小田原北条氏の山城「津久井城」が築かれた県立津久井湖城山公園(相模原市緑区)のガイドブックがこのほど、2冊発刊された。歴史をひもとく「津久井城ものがたり」と豊かな自然を紹介する「自然のモザイクざくざく案内」。2冊を手に広い公園内を歩くと、地域の歴史と自然をたっぷりと味わうことができる。
県立津久井湖城山公園は、標高375メートルの城山を中心に津久井湖畔に整備されている。「津久井城ものがたり」(92ページ、600円)では、築城から公園が整備されるまでの歴史やかつての城の姿を見取り図などで紹介している。近年の発掘成果や土器などの出土品も写真を交えて解説している。

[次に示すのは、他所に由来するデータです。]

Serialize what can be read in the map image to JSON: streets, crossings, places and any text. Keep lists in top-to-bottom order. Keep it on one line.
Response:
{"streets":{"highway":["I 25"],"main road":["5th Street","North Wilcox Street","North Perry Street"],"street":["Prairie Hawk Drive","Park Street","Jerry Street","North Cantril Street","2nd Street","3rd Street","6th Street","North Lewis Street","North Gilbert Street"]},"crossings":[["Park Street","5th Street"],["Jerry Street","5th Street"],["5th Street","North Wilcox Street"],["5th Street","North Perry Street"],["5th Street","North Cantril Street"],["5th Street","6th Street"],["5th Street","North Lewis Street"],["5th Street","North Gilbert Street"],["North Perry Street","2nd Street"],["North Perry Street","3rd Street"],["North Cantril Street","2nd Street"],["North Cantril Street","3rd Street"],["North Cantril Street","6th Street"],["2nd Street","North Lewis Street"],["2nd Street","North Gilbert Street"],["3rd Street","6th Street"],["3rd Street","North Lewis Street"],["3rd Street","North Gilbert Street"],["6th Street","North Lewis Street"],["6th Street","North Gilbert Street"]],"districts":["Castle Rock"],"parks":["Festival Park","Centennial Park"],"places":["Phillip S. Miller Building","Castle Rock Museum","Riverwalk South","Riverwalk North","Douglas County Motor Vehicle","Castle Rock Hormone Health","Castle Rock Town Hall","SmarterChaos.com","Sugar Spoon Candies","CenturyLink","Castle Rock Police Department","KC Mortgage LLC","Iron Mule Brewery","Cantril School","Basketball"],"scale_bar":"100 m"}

「自然のモザイクざくざく案内」(57ページ、500円)にはウオーキングが楽しめるコースを掲載。ヤマツツジや、ミズキなどの草花のほか、オオタカやキビタキなどの野鳥、オオムラサキなどの昆虫が写真入りで紹介されている。いずれも公園内のパークセンター窓口で販売されている。
津久井城は自然の地形を利用した山城で、築城は鎌倉時代と伝わる。現在見ることができる遺構は戦国時代に整備されたものと考えられている。小田原北条氏に仕えた内藤氏が城主を務め、1590年の「小田原攻め」に伴い落城。廃城となり、江戸時代には周辺を統治するための陣屋が置かれた。1990年代から公園としての整備が進んだ。